→ **Work to complete**
In the entries below, every line with the string "Avenue" is to be reported.

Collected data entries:
━━━
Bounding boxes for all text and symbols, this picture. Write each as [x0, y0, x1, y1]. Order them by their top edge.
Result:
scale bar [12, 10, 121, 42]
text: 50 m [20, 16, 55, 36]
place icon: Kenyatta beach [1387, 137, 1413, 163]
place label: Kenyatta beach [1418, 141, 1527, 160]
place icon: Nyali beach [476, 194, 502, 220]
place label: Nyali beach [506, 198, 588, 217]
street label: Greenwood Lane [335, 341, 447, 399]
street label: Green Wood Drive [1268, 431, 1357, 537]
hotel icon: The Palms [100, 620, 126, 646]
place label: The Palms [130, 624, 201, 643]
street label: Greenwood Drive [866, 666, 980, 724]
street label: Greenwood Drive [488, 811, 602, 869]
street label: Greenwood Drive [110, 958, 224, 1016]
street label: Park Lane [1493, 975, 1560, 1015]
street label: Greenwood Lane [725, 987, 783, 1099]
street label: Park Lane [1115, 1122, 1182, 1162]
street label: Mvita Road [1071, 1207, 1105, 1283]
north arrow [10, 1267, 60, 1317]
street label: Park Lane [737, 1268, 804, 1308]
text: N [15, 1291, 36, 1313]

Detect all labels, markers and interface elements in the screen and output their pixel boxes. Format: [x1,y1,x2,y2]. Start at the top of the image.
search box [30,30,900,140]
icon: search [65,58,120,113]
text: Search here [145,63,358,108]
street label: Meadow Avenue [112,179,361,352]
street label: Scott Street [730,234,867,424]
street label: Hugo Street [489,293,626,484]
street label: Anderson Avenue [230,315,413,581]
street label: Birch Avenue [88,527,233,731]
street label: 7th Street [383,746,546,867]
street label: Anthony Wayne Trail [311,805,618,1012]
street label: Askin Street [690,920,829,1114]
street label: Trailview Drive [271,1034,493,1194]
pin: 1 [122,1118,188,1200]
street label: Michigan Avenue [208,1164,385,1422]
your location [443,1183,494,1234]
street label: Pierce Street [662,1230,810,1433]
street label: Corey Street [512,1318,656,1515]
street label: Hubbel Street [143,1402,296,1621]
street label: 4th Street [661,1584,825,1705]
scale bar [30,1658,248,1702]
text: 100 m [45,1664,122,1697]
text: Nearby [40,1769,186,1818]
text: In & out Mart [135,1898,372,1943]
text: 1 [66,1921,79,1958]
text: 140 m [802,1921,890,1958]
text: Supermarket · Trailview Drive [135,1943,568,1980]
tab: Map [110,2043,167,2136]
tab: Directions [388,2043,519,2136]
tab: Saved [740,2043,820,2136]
━━━
→ **Answer for the task**
street label: Meadow Avenue [112,179,361,352]
street label: Anderson Avenue [230,315,413,581]
street label: Birch Avenue [88,527,233,731]
street label: Michigan Avenue [208,1164,385,1422]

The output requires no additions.